(What to do): In the data below, how many lines contain the word "stream"? Answer with the number alone.
+++ Given records +++
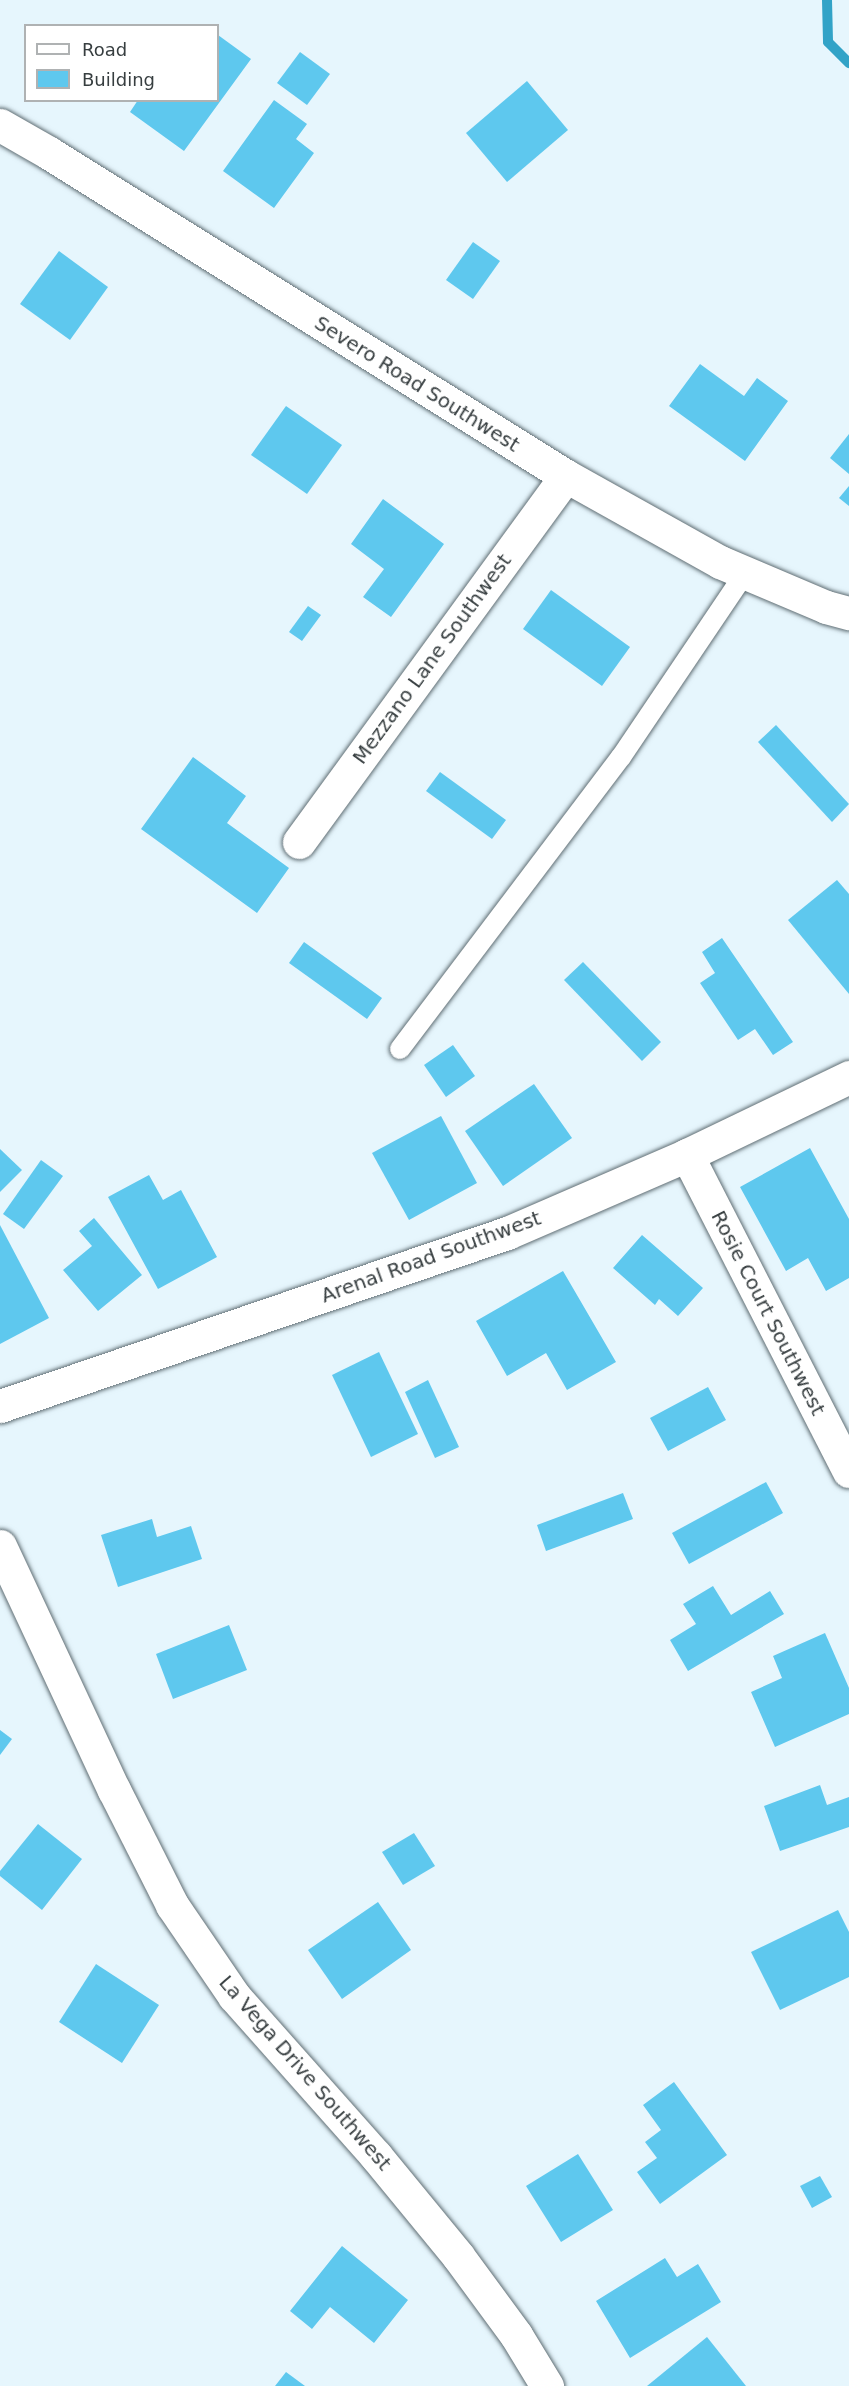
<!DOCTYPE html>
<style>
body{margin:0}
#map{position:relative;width:849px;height:2386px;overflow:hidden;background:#e6f6fd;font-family:"DejaVu Sans",sans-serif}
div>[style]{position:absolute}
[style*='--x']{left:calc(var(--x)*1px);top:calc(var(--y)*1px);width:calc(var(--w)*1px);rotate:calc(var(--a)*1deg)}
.stream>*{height:10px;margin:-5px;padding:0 5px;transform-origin:5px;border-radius:5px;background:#32a3c7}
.building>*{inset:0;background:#5ec8ee}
.roads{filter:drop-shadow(0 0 2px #606e74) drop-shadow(0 0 2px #606e74)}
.service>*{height:20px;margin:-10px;padding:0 10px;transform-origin:10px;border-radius:10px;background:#fff}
.minor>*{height:33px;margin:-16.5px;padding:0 16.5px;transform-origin:16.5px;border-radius:16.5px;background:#fff}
.tertiary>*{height:33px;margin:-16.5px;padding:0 16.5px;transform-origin:16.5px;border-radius:16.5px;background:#fff}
span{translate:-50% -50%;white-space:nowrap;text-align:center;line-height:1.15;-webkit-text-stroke:4.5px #fff;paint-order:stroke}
.street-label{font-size:20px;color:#373e40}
.legend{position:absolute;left:24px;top:24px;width:195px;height:78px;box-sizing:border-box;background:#fff;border:2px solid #afb2b3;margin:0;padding:8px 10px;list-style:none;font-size:18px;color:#373e40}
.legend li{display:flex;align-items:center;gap:12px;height:30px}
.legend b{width:30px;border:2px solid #afb2b3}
</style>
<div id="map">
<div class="stream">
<i style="--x:827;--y:0;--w:42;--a:88.6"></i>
<i style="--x:828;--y:42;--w:30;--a:45"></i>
</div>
<div class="building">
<i style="clip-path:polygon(218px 35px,251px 59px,184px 151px,130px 112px,138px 100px,218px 100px)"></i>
<i style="clip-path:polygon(300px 52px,330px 74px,307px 105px,277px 83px)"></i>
<i style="clip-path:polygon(527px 81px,568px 130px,507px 182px,466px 133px)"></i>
<i style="clip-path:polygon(274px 100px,307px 124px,296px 139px,314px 153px,274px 208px,223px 171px)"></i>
<i style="clip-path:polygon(473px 242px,500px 261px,473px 299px,446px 280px)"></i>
<i style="clip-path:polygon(59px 251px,108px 287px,70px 340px,20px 304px)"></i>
<i style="clip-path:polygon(700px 364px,744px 396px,757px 378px,788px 401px,745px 461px,669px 406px)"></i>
<i style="clip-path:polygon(286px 406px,342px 445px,307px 494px,251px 455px)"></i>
<i style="clip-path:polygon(849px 434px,849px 474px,830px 458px)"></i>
<i style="clip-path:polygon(849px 486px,849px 506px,839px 498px)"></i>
<i style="clip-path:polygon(383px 499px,444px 544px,391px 617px,363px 597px,384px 569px,351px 544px)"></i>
<i style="clip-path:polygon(551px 590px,630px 647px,602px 686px,523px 629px)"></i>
<i style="clip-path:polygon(308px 606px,321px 615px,302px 641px,289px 632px)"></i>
<i style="clip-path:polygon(776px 725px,849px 804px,832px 822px,758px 742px)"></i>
<i style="clip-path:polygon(193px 757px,246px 796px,227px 823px,289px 868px,257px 913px,141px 829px)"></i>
<i style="clip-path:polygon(440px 772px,506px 820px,492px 839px,426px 791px)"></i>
<i style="clip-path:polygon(837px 880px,849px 894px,849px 994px,788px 920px)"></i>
<i style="clip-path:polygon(722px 938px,793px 1042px,773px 1055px,755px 1029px,738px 1040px,700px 983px,715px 973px,702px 952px)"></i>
<i style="clip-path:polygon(304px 942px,382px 998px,367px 1019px,289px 963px)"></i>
<i style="clip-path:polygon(583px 962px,661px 1042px,642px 1061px,564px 980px)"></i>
<i style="clip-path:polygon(453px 1045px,475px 1076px,446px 1097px,424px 1065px)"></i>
<i style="clip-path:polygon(534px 1084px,572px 1138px,503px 1186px,465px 1131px)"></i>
<i style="clip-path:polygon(441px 1116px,477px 1183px,409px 1220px,372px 1153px)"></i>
<i style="clip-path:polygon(810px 1148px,849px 1219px,849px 1278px,826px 1291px,808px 1258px,786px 1271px,740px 1187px)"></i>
<i style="clip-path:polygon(0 1149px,22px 1170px,0 1192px)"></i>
<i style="clip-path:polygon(41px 1160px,63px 1176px,24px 1229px,3px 1214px)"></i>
<i style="clip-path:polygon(149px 1175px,163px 1200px,181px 1190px,217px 1257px,158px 1289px,108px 1197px)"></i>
<i style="clip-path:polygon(94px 1218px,142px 1275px,98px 1311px,63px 1270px,92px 1246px,79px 1231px)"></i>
<i style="clip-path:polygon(0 1225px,49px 1318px,0 1344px)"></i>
<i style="clip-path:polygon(642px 1235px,703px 1288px,678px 1316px,659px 1299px,655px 1305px,613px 1268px)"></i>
<i style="clip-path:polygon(563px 1271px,616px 1362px,567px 1390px,546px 1353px,507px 1376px,476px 1321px)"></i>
<i style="clip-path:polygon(379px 1352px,418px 1434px,371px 1457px,332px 1375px)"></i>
<i style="clip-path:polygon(428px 1380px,459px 1447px,435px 1458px,405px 1392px)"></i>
<i style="clip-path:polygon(708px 1387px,726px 1420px,668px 1451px,650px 1418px)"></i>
<i style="clip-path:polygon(766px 1482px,783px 1513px,689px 1564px,672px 1533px)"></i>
<i style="clip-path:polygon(623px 1493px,633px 1519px,546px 1551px,537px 1525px)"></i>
<i style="clip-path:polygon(152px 1519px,157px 1537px,191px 1526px,202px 1559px,118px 1587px,101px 1535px)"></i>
<i style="clip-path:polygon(713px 1586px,731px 1615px,770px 1591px,784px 1614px,688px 1671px,670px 1640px,696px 1624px,683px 1604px)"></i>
<i style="clip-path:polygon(229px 1625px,247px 1670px,173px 1699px,156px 1654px)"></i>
<i style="clip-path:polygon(825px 1633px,849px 1688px,849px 1714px,775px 1747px,751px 1692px,782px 1678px,773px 1656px)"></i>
<i style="clip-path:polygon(0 1730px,12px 1739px,0 1755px)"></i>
<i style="clip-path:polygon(820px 1785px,827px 1805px,849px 1797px,849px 1827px,780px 1851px,764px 1806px)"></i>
<i style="clip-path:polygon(38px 1824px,82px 1859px,42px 1910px,0 1876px,0 1871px)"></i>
<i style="clip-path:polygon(414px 1833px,435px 1866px,403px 1885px,382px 1852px)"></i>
<i style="clip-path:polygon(378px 1902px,411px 1950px,342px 1999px,308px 1950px)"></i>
<i style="clip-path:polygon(838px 1910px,849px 1932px,849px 1977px,780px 2010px,751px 1952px)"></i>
<i style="clip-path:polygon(96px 1964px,159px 2005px,122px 2063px,59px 2022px)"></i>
<i style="clip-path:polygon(674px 2082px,727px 2155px,660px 2204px,637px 2172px,657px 2158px,645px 2142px,661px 2130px,643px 2105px)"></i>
<i style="clip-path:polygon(578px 2154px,613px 2210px,561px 2242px,526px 2186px)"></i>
<i style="clip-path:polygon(820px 2176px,832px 2197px,812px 2208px,800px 2186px)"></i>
<i style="clip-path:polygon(342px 2246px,408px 2300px,374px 2343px,330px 2307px,312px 2329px,290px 2311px)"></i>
<i style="clip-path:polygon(665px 2258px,677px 2277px,698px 2264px,721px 2302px,630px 2358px,596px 2301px)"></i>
<i style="clip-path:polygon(707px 2337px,746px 2386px,647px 2386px)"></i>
<i style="clip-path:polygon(286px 2372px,305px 2386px,275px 2386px)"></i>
</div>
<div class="roads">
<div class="service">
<i style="--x:400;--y:1049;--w:366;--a:-52.9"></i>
<i style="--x:621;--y:757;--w:222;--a:-56"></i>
</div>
<div class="minor">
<i style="--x:0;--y:125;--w:56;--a:29.7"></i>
<i style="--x:49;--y:153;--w:610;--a:32"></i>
<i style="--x:566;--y:476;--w:176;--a:29.2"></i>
<i style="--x:720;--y:562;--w:115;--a:23"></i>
<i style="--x:826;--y:607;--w:24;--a:15"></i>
<i style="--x:299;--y:842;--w:453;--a:-53.9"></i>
<i style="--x:687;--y:1155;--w:355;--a:62.9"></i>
<i style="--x:0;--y:1546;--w:269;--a:65"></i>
<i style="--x:114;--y:1790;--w:129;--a:63.2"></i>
<i style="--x:172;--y:1905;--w:110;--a:55.7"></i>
<i style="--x:234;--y:1996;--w:214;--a:48.4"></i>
<i style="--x:376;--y:2156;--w:129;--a:50.6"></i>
<i style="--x:458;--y:2256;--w:98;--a:53.7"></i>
<i style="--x:516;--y:2335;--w:60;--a:58.7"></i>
</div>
<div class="tertiary">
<i style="--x:0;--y:1406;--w:536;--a:-18.84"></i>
<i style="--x:507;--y:1233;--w:196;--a:-23.4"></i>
<i style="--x:687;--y:1155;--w:180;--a:-25.7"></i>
</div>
</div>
<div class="street-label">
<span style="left:417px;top:384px;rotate:32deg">Severo Road Southwest</span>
<span style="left:432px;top:659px;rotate:-54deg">Mezzano Lane Southwest</span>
<span style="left:431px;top:1257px;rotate:-20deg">Arenal Road Southwest</span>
<span style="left:768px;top:1313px;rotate:63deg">Rosie Court Southwest</span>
<span style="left:305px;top:2073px;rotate:49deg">La Vega Drive Southwest</span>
</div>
<ul class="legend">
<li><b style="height:8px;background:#fff"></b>Road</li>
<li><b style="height:16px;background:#5ec8ee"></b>Building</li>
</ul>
</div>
+++
(Answer to this task): 2